Key details from U.S. Bancorp's report

  • The company attributed its revenue decline, and specifically lower net interest income, to changes in the yield curve and the company's deposit and funding mix. Successive interest rate cuts by the Federal Reserve last year have pressured bank earnings in general, flattening the margin banks can earn on borrowed money.
  • Net interest margin (NIM) of 2.92% fell 23 basis points against the prior-year quarter.
  • After adjusting for special items in both the current and comparable quarters, non-GAAP earnings per share (EPS) of $1.08 represented a decrease of 4.4% against Q4 2018; this was a better result versus the reported drop of roughly 18% as seen in the table above.
  • Due to its lower net income, U.S. Bancorp's return on tangible common equity (ROTCE) dropped 500 basis points to 15.2%.
  • Average total loans increased by 3.9% to $295 billion, while average total deposits expanded by 6.6% to $356.5 billion.
  • Asset quality remained stable as the bank's net charge-off ratio crept up by just 3 basis points to 0.52%.
A young couple shakes hands with a banker after signing for a loan.

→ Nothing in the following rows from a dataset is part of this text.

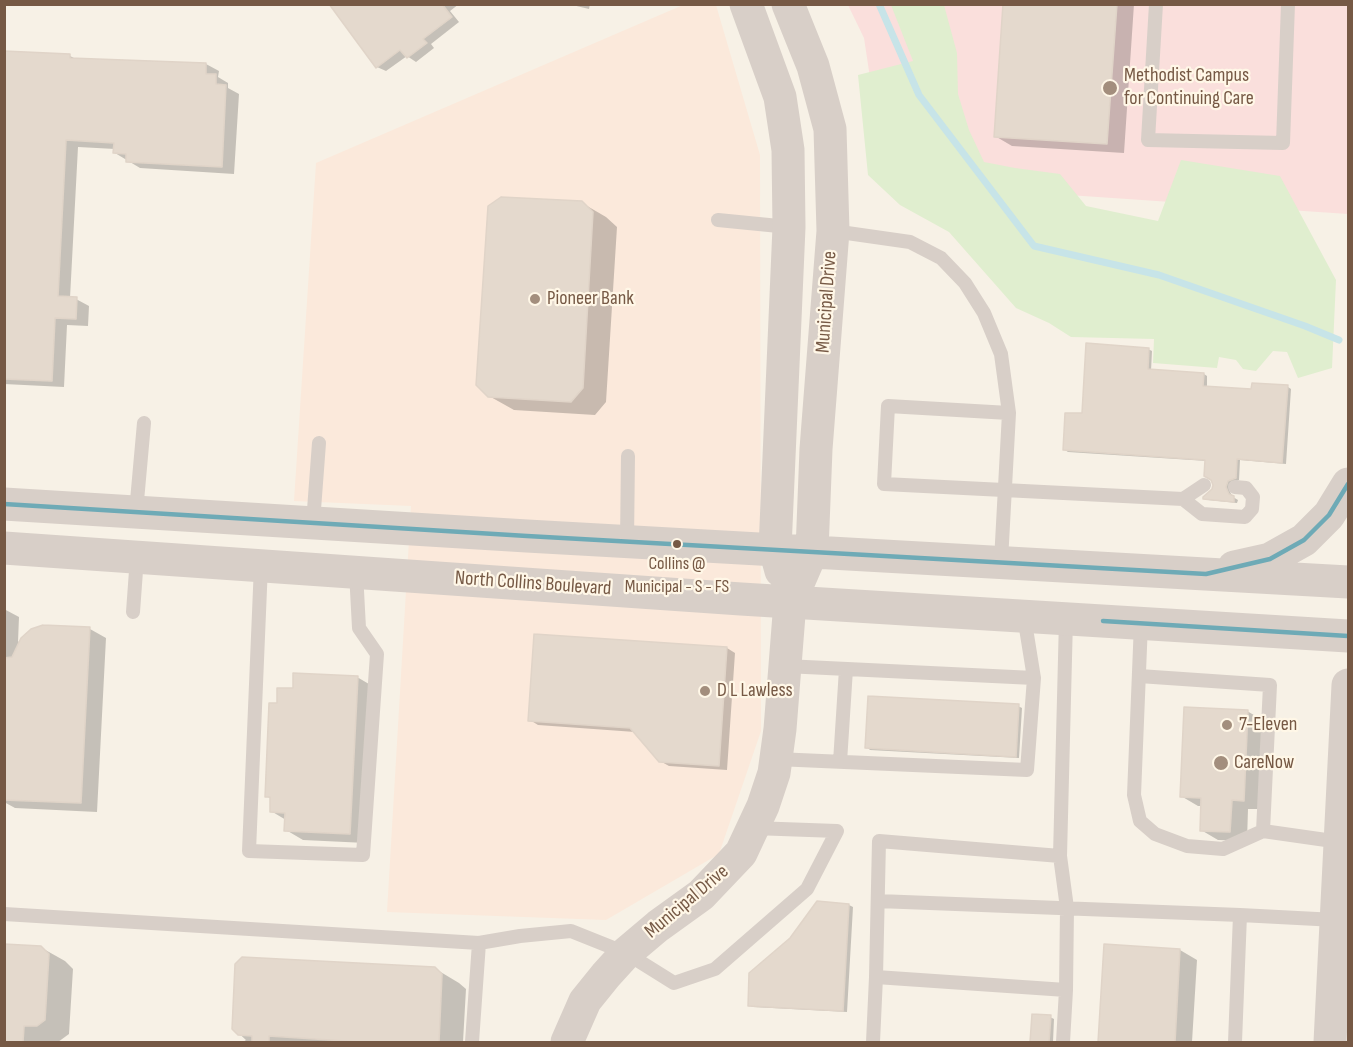 <!DOCTYPE html>
<style>
body{margin:0}
#map{position:relative;width:1353px;height:1047px;overflow:hidden;background:#f7f1e6;font-family:"Sofia Sans Condensed",sans-serif}
canvas{display:block}
.frame{position:absolute;inset:0;border:6px solid #765945;pointer-events:none}
</style>
<div id="map">
<canvas width="1353" height="1047"></canvas>
<div class="frame"></div>
</div>
<script>
const ctx = document.querySelector('canvas').getContext('2d');
ctx.lineJoin = 'round';
function paint(path, color) {
  ctx.fillStyle = color;
  ctx.fill(path, 'evenodd');
}
function shape(rows) {
  const path = new Path2D();
  for (const r of rows) {
    path.moveTo(r[0], r[1]);
    for (let i = 2; i < r.length; i += 2) path.lineTo(r[i], r[i + 1]);
  }
  return path;
}
function strokePath(path, color, width, dash) {
  ctx.strokeStyle = color;
  ctx.lineWidth = width;
  ctx.lineCap = dash ? 'butt' : 'round';
  ctx.setLineDash(dash || []);
  ctx.stroke(path);
}
function label(font, color, halo, rows, align = 'center') {
  ctx.font = font + ' "Sofia Sans Condensed",sans-serif';
  ctx.lineWidth = 4.5;
  ctx.setLineDash([]);
  ctx.textBaseline = 'middle';
  ctx.strokeStyle = halo;
  ctx.fillStyle = color;
  for (const [text, x, y, turn = 0] of rows) {
    ctx.save();
    ctx.translate(x, y);
    ctx.rotate((+turn || 0) * Math.PI / 180);
    ctx.textAlign = isNaN(turn) ? turn : align;
    if (halo) ctx.strokeText(text, 0, 0);
    ctx.fillText(text, 0, 0);
    ctx.restore();
  }
}
paint(shape([
 [683,5,716,5,760,155,761,731,719,854,606,920,387,912,411,506,294,501,316,163]
]), '#fbe9db');
paint(shape([
 [848,5,1348,5,1348,214,877,182,879,137,864,38]
]), '#fadfdc');
paint(shape([
 [891,5,944,5,957,53,958,94,969,130,984,162,1015,168,1060,174,1086,206,1158,221,1181,160,1280,176,1336,280,1332,368,1298,378,1287,352,1273,351,1256,371,1243,369,1236,360,1219,357,1217,368,1153,363,1154,339,1071,337,1049,323,1016,308,949,232,900,205,868,175,858,75,913,61]
]), '#e0eecf');
paint(shape([
 [331,4,459,4,450,11,459,22,431,44,434,48,416,62,407,56,386,71,377,67],
 [568,4,590,4,589,9],
 [1004,4,1134,4,1124,153,1012,146,995,136],
 [4,52,70,56,76,59,206,64,219,71,218,77,228,83,228,88,239,94,234,174,140,168,115,153,115,149,78,147,70,298,76,299,89,306,88,326,67,325,64,387,4,384],
 [582,203,606,217,617,227,606,402,595,415,514,410,489,396],
 [1148,349,1152,351,1151,371,1204,374,1207,376,1207,387,1253,390,1288,387,1291,389,1286,464,1240,460,1239,480,1232,483,1229,490,1233,497,1238,500,1237,503,1208,500,1204,498,1213,490,1215,485,1207,461,1068,452,1065,450,1083,415],
 [4,609,19,617,18,642,32,631,90,629,106,638,97,812,15,808,4,802],
 [727,648,735,653,727,770,669,766,660,761,635,732,538,725,530,720],
 [357,677,374,687,366,843,303,840,286,830,286,820,271,811,272,799,266,796,278,705,294,690],
 [1018,706,1022,708,1019,758,870,750,867,747],
 [1247,711,1264,721,1260,809,1248,809,1247,841,1218,840,1201,830,1203,806,1198,806,1181,796],
 [849,905,853,907,847,1012,753,1007,749,1005],
 [4,945,40,947,65,961,73,969,69,1034,58,1042,4,1042],
 [1105,946,1180,950,1197,960,1192,1042,1100,1042],
 [434,968,459,983,466,989,463,1042,243,1042,246,1040,233,1028],
 [1033,1016,1050,1017,1054,1019,1053,1042,1032,1042]
]), '#0003');
strokePath(shape([
 [879,4,919,95,1034,246,1159,275,1305,326,1339,340]
]), '#c7e4e8', 7);
const building = shape([
 [329,4,442,4,452,17,423,39,427,43,407,58,400,50,376,68,329,4],
 [1003,4,1117,4,1107,144,994,137,1003,4],
 [4,51,70,54,70,58,206,63,206,74,216,74,216,84,226,85,222,167,126,162,126,154,113,153,114,143,66,140,58,296,77,297,76,319,55,318,52,381,4,379,4,51],
 [501,197,582,201,593,212,583,388,571,402,488,397,476,385,488,206,501,197],
 [1086,343,1149,348,1148,369,1204,373,1203,386,1251,389,1252,383,1288,385,1282,463,1237,459,1236,478,1228,481,1226,487,1229,494,1234,496,1234,502,1203,499,1203,497,1212,489,1213,485,1211,480,1204,476,1205,460,1063,450,1065,413,1082,413,1086,343],
 [43,625,90,627,81,803,4,800,4,658,12,657,21,638,31,629,43,625],
 [534,634,727,647,719,766,659,762,630,728,528,721,534,634],
 [293,673,358,676,350,834,284,831,285,813,270,812,270,797,265,797,269,703,277,703,277,688,293,688,293,673],
 [868,696,1019,704,1016,757,865,748,868,696],
 [1184,707,1248,710,1244,801,1232,800,1230,832,1200,831,1201,798,1180,797,1184,707],
 [817,901,849,904,843,1011,748,1006,749,973,790,938,817,901],
 [4,944,41,946,49,954,45,1020,37,1026,24,1026,23,1042,4,1042,4,944],
 [1104,944,1180,949,1175,1042,1098,1042,1104,944],
 [242,957,435,967,442,974,439,1042,360,1042,269,1036,269,1042,252,1042,252,1036,238,1035,232,1029,235,964,242,957],
 [1032,1014,1051,1015,1049,1042,1030,1042,1032,1014]
]);
paint(building, '#e4d9cd');
strokePath(building, '#e0d4c8', 1.5);
strokePath(shape([
 [1156,4,1148,140,1283,143,1288,4],
 [718,220,789,227],
 [833,231,910,242,941,258,965,283,984,313,1001,354,1009,413,1001,561],
 [1009,413,888,406,884,484,1183,499,1202,514,1245,517,1252,509,1253,497,1246,488,1235,487],
 [1183,499,1204,485],
 [136,512,144,423],
 [313,523,319,443],
 [627,542,628,456],
 [261,565,249,851,363,855,377,654,359,628,356,572],
 [133,612,137,557],
 [1024,616,1034,678],
 [1139,676,1270,685,1263,831,1223,849,1187,846,1155,834,1140,821,1134,795,1141,623],
 [776,759,1027,770,1034,678,785,666],
 [840,762,846,669],
 [1263,831,1340,842],
 [1060,856,1067,908,1066,990],
 [878,901,1240,915],
 [4,914,479,943,472,1042],
 [479,943,520,936,571,931,626,953,674,983,715,969,807,889,837,831,753,828],
 [873,1042,876,977],
 [1063,1042,1066,990,876,977,879,841,1060,856,1066,619],
 [1235,1042,1240,915,1336,920]
]), '#d8cfc8', 14);
strokePath(shape([
 [746,4,780,97,788,150,789,227,775,549,781,571],
 [4,504,527,536,1348,582],
 [4,548,741,599,1348,636],
 [1234,567,1270,559,1304,540,1329,515,1348,484],
 [567,1042,585,1001,606,975,626,953,658,926,701,895,741,853,763,806,774,773,780,729,790,602,812,551,816,449,833,231,830,129,813,66,788,4],
 [1330,1042,1348,685]
]), '#d8cfc8', 33);
strokePath(shape([
 [4,504,527,536,1206,574,1270,559,1304,540,1329,515,1348,484],
 [1103,621,1348,636]
]), '#6eaab6', 4.5);
for (const [x, y, r, color] of [
 [1110,88,8,"#a38e7d"],
 [535,299,6,"#a38e7d"],
 [677,544,5,"#765945"],
 [705,691,6,"#a38e7d"],
 [1227,725,6,"#a38e7d"],
 [1221,763,8,"#a38e7d"]
]) {
  const dot = new Path2D();
  dot.arc(x, y, r, 0, 2 * Math.PI);
  ctx.fillStyle = color;
  ctx.fill(dot);
  strokePath(dot, '#fff7e7', 2);
}
label('18px', '#765945', '#fff7e7', [
 ["Collins @",677,564],
 ["Municipal - S - FS",677,587]
]);
label('20px', '#765945', '#fff7e7', [
 ["Methodist Campus",1124,76],
 ["for Continuing Care",1124,99],
 ["Pioneer Bank",547,299],
 ["D L Lawless",717,691],
 ["7-Eleven",1239,725],
 ["CareNow",1234,763]
], 'left');
label('20px', '#765945', '#fff7e7', [
 ["Municipal Drive",827,302,-86],
 ["North Collins Boulevard",533,584,4],
 ["Municipal Drive",687,902,-40]
]);
</script>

Image source: Getty Images.

Why the earnings stumble is good news for dividend investors

As bank earnings are getting crimped by a declining-interest-rate environment, the largest bank stocks, like U.S. Bancorp with its $86 billion market capitalization, might find it hard to outrun the overall market. Indeed, U.S. Bancorp simply kept pace with the broader market last year, returning 29.75% against a nearly 29% rise in the S&P 500 index.

Modestly failing to meet investor expectations at earnings time somewhat exacerbates matters. As I noted above, factoring in Wednesday's share price drop, the "USB" symbol has now dipped 7% year to date. Yet beneficially, this has pushed the bank's dividend yield from 2.65% to nearly 2.9%. The current yield of nearly 3% is quite attractive, as investors can receive appreciable income from this extremely stable stock (its beta coefficient is a relatively tame 1.2) that operates within a typically safe industry.

While its declining NIM is a concern, at least until the current environment flips and interest rates begin to rise, U.S. Bancorp has wide capacity to continue its generous dividend payouts, as demonstrated by its low dividend payout ratio of 28%.

Investors who can buy U.S. Bancorp at present and hold for an extended period can take advantage of investor skepticism and lock in this advantageous return on investment; the company's dividend yield has tended to fluctuate between 2% and 2.5% for most of the past five years. As earnings rebound, U.S. Bancorp's dividend yield is sure to normalize.

In addition, income investors with a long investment horizon are likely to see an improving yield on their original investment (i.e., yield on cost). In 2019, U.S. Bancorp raised its quarterly dividend by 13.5% following a 23% increase in 2018. Despite this week's slight earnings disappointment, the bank is currently generating ample cash flow, enabling it to match either of these payout hikes this September, when U.S. Bancorp's board traditionally adjusts its quarterly dividend payment. If recent history holds, income-oriented investors who take a position in U.S. Bancorp will see their yield on cost rise later this year.